Weiter geht es in Sitzung mit dem nächsten Ratsherren „Es ist eine gute alte Tradition der Sozialdemokratie…” Wie, denkt der Kritiker, wird der alte Wolf eine so eröffnete Rede zu Ende bringen? Atme durch und überlege, ob du noch die Internationale mitsingen kannst? Aber nein, Hans Georgii setzt Maßstäbe. Nicht viele hätten mit einem solchen Satz eine Rede angefangen und zwei Sätze später mit der Forderung nach einem Cafe im zweiten Stock des neuen Kunstmuseums geendet. Das macht ihm auch ein Schuler nicht so schnell nach. Darauf muss man erst einmal kommen. Während dieser Worte das Gesicht des OB Vogler zu beobachten war’s wert. Kraus arbeitet am Gesamteindruck gut mit und kaut, so cool er nur kann, die Seele weiter. Georgii setzt einen drauf, so nebenbei läßt der Jurist wissen, der Dauermietvertrag ist  juristisch so schlecht formuliert, wie es nur sein kann, (ich interpretiere „ juristischer Murks”). Das aber halt mit links fürs Protokoll – Klasse, ein Meister bei der Arbeit! Der Georgii übertrifft alles, er hat das Zeug zum kleinen Berlusconi. Wirklich, wen interessieren Verträge, wenn man Zeuge ist, wie einer öffentlich in der Gemeinderatsrede die charmante Kollegin  der Nachbarfraktion anbaggert und auf einen Kaffe einlädt. Der Georgii, halt ein SPD Urgestein.
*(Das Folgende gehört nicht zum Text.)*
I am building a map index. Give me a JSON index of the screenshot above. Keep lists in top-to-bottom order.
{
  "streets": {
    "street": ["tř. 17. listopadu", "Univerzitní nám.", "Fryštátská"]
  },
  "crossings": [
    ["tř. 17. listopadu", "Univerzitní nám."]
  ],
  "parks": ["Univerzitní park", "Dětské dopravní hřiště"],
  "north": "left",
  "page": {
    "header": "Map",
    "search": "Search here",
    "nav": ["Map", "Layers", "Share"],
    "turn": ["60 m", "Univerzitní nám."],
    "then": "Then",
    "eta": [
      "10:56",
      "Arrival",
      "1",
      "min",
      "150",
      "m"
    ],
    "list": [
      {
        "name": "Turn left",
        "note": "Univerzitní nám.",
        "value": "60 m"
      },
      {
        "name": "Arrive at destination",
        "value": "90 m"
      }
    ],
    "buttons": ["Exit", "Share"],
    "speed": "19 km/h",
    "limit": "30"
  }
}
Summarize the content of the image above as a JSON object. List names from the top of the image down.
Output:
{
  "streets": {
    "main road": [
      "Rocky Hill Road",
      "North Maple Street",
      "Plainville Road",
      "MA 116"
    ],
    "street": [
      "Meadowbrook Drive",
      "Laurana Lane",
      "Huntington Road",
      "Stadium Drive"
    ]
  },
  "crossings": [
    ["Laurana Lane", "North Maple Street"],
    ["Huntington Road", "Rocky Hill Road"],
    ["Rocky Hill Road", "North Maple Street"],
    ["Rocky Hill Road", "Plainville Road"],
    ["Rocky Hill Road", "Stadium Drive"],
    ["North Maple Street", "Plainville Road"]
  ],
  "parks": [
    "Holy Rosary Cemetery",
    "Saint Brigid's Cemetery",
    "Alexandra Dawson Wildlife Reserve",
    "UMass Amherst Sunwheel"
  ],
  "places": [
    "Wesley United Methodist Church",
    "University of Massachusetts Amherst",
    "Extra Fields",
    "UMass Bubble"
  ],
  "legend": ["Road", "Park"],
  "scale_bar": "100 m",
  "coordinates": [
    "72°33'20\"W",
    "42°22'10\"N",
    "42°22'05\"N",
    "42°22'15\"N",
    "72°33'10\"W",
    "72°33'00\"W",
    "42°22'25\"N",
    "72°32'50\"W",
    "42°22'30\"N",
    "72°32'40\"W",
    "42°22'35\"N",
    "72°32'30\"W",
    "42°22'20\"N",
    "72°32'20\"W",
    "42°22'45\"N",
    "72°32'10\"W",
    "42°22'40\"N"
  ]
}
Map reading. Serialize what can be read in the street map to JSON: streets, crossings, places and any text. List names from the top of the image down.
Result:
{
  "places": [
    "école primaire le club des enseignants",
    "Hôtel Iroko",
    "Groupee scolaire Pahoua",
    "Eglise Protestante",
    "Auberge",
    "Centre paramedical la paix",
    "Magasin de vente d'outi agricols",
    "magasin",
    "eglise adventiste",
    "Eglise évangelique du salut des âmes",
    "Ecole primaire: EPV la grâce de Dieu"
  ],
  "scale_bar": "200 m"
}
Vermutlich bin ich gerade Zeuge einer ganz persönlichen, sizilianisch-teuflischen Rache eines SPD-Paten am OB. Vogler verliert die Kontrolle über seine Mimik – herrlich, so enttäuschend die Abstimmung ausfallen wird – diese Nummer war der Mühe allemal wert.


Die charmante Kollegin von den freien Wählern hat jetzt auch noch das Wort. Alle helfen ihr, als sie das Wort verliert. Geschafft!


Nach dem Liebling von allen, die Kollegin von der CDU: Dr. Mauch-Frohn legt ein Bekenntnis zu Grundgesetz, und Menschenrechten ab, dass einem die Luft weg bleibt. Auch das hätte ich mir an dem Nachmittag nicht erwartet gehabt. Und ehrlich, mit einem weniger verschlafenen Lucha und einer weniger verschlafenen SPD müssten jetzt die Fetzen fliegen. Lucha verschläft – gähn. Mauch gibt reichlich -Weihwasser- gezielt.


Mit ihrer Basilika-Story zeigt mir das Terrierfrauchen der CDU wieder, wo der kleine Mann und der kleine Kritiker hingehören. Lob der Leibeigenschaft, Hand- und Spanndienste, Fronknechtschaft. Zu Ehren des Klosters damals, zu Ehren der Kunst heute. Es gibt Menschen, denen muss man sagen wo’s lang geht und es gibt Menschen die dazu geboren sind den Ton anzugeben. Dr. Mauch-Hohn lässt keinen Zweifel aufkommen, dass sie sich zu letzteren rechnet.


Wieder richtig eingenordet kann ich das Hochamt verlassen. Das Nickerchen zum Beitrag der Grünen, vermutlich schmeichelhaft.


Nachtrag in die Sakristei:

Alle wichtigen Entscheidungen, die in kleinen oder großen demokratischen Gemeinwesen getroffen worden sind, waren streitige Entscheidungen und NIE! einstimmig.


Einstimmige Entscheidungen sind nicht nur typisch für Diktaturen aller Art, sondern auch für mangelnde Zivilcourage der Mandatsträger, für Manipulationen und Korruption, bei Verschlafenheit der Entscheidungsträger und gelegentlich auch bei unwichtigen Themen.


Ich glaube daher, dass sich jedes Mitglied des Ravensburger Gemeinderates bei den zwei Mitgliedern (Scharpf und Lopez-Diaz) bedanken kann, die in diesem Hochamt mit Nein gestimmt haben. Sie haben den Gemeinderat als Ganzes vor einer Blamage bewahrt.